There is currently limited discussion in Estonian general education about how to teach complex systems such as ecosystems and biogeochemical cycles, even though research indicates that these require different approaches from phenomena that are directly perceptible.16 Although studies on teaching such systems have been published in other countries,17 the authors are not aware of any research examining Estonian teachers’ knowledge or skills in this area. Nor have longitudinal or comparative intervention studies been conducted to assess the effectiveness of different methods for teaching complex systems, and there is no evidence on the extent to which such methods are used in teaching sustainability topics in Estonian schools.

Although data from environmental awareness studies among the general population and pupils suggest that general education may not sufficiently support sustainability competence, the available evidence is limited and does not allow firm conclusions. While these studies show cross-sectional associations between environmentally responsible behaviour and various factors – some of which are shaped by the education system – they do not establish causality. To the authors’ knowledge, changes in various aspects of environmental awareness have not been examined in longitudinal or intervention studies alongside other relevant variables.

One hundred years of supporting sustainability competence. In Estonia, environmental education is not merely an extracurricular activity in the conventional sense. The country has more than a century of experience in environmental education and in developing environmental education centres aimed at supporting nature learning and contact with nature for all children and young people. The system of out-of-school nature education grew out of two sources: the nature conservation system and natural history museums in Tallinn and at the University of Tartu.

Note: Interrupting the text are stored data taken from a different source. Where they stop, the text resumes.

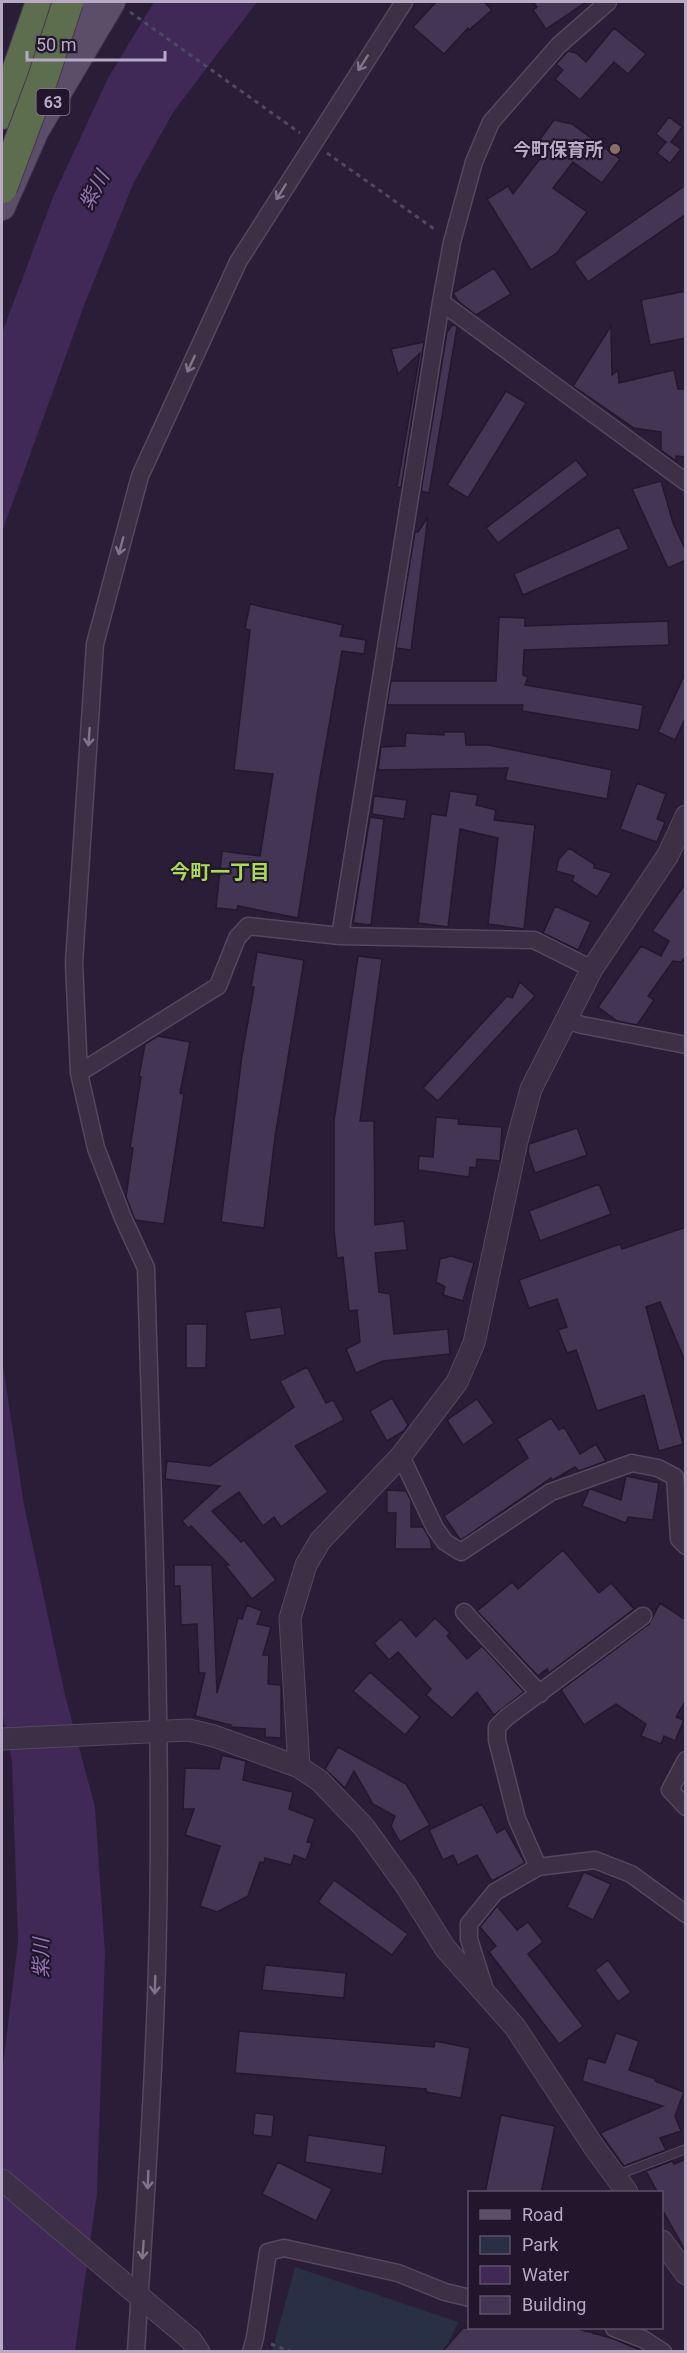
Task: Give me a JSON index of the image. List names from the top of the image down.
{
  "streets": {
    "main road": ["63"]
  },
  "districts": ["今町一丁目"],
  "water": ["紫川"],
  "places": ["今町保育所"],
  "legend": [
    "Road",
    "Park",
    "Water",
    "Building"
  ],
  "scale_bar": "50 m"
}
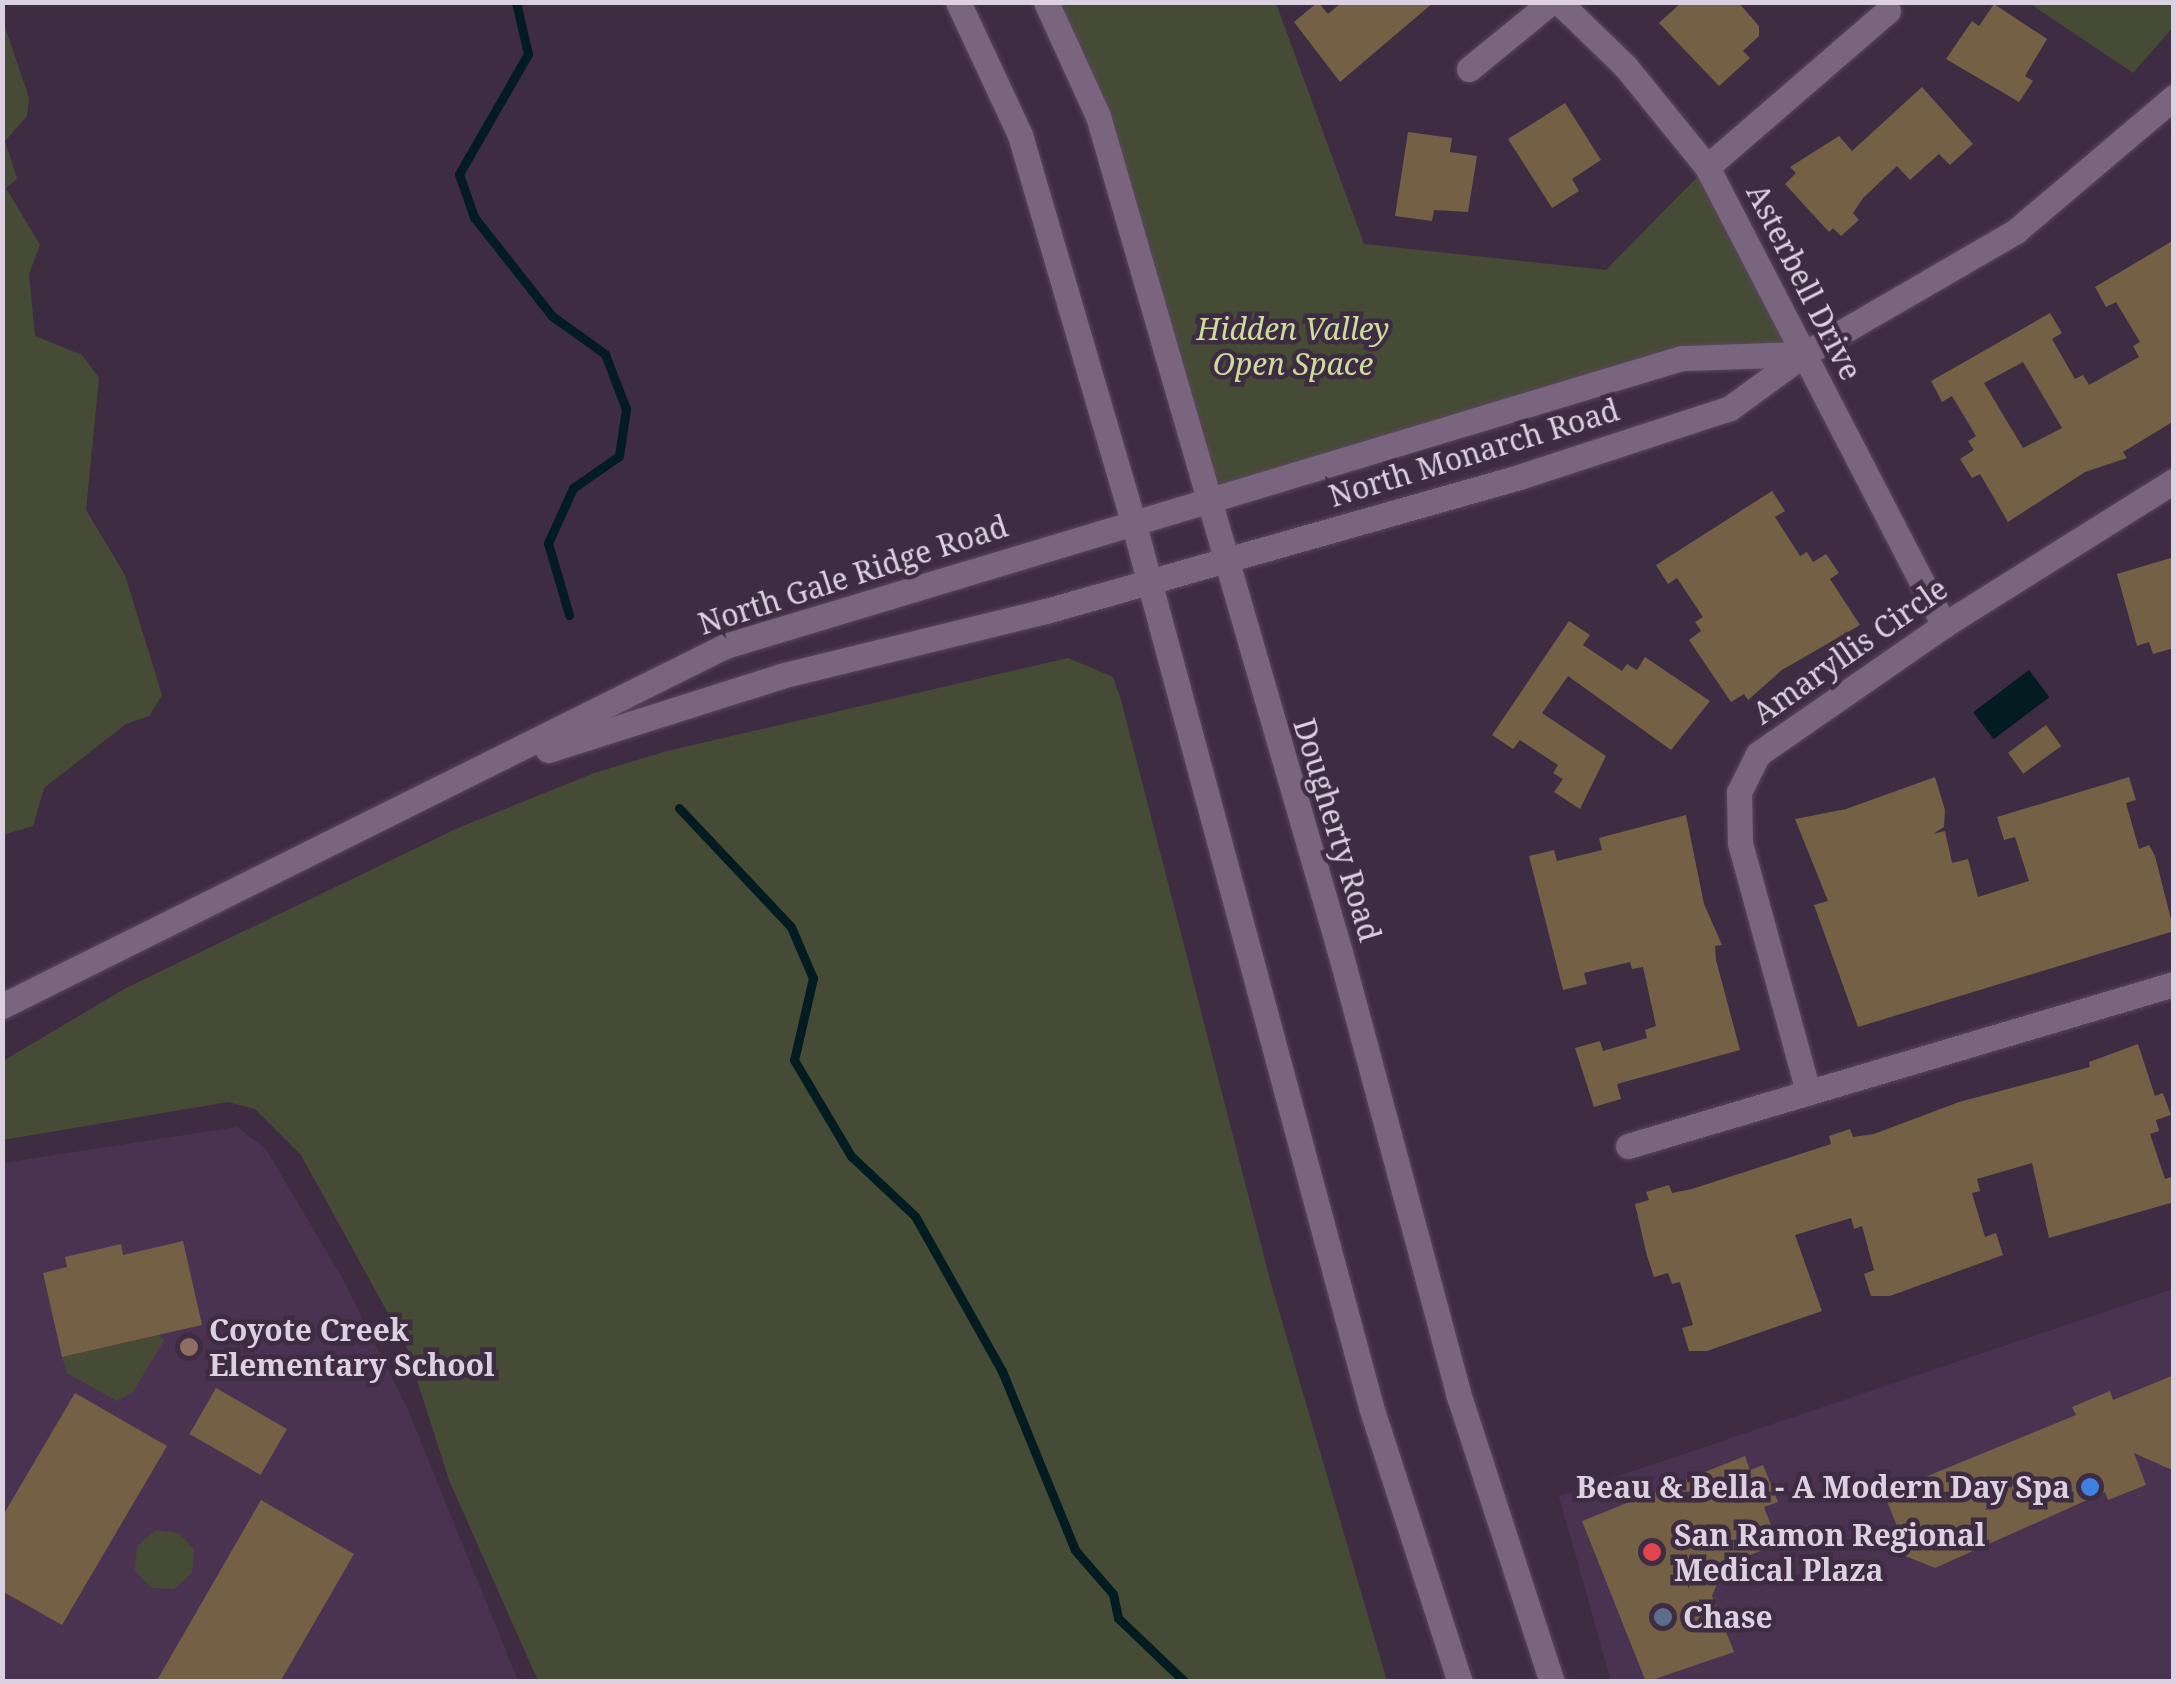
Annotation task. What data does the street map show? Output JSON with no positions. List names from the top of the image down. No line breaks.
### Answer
{"streets":{"street":["Asterbell Drive","North Monarch Road","North Gale Ridge Road","Amaryllis Circle","Dougherty Road"]},"crossings":[["Asterbell Drive","North Monarch Road"],["Asterbell Drive","Amaryllis Circle"],["North Monarch Road","North Gale Ridge Road"],["North Monarch Road","Dougherty Road"],["North Gale Ridge Road","Dougherty Road"]],"parks":["Hidden Valley Open Space"],"places":["Coyote Creek Elementary School","Beau & Bella - A Modern Day Spa","San Ramon Regional Medical Plaza","Chase"]}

In 1910, Estonia’s first nature reserve was established on the Vaika Islands. Its founder, Artur Toom, was also among the first in Estonia to promote nature education for children. The reserve later expanded and became Vilsandi National Park. In 1952, the Estonian Young Naturalists’ Station was founded as a voluntary initiative, laying the foundations for today’s Tartu and Pärnu Nature Houses. In 1962, Jaan Eilart began developing nature study trails that linked outdoor learning with conservation and became central to nature education. The contemporary model of environmental education programmes took shape in the 1990s at Sagadi Nature School, where teachers organised summer camps focused on studying nature. Subsequent programmes were designed not only to provide extracurricular activities for children who chose to participate but also to support the national curriculum for all pupils. These programmes, centred on learning in authentic environments, continue to develop.

Today, 70% of pupils visit a nature education centre at least once a year. This is likely too infrequent to support the sustained development of sustainability competence. Research on memory suggests that even a high-quality but brief programme cannot produce lasting learning if reflection on the topic is limited to a single occasion. The move towards greater systematisation and research-informed development is illustrated by the first action plan for environmental education and awareness adopted in 2018 (see Figure 6.4.1). A quality assurance system has since been developed in cooperation between the Ministry of Climate, environmental education experts and universities, including a competence model for instructors, a self-evaluation framework and comprehensive guidance materials.19
Assessing impact ideally requires randomised controlled designs with multiple measurement points. To date, however, no studies have examined the impact of environmental education on environmental awareness using such methods.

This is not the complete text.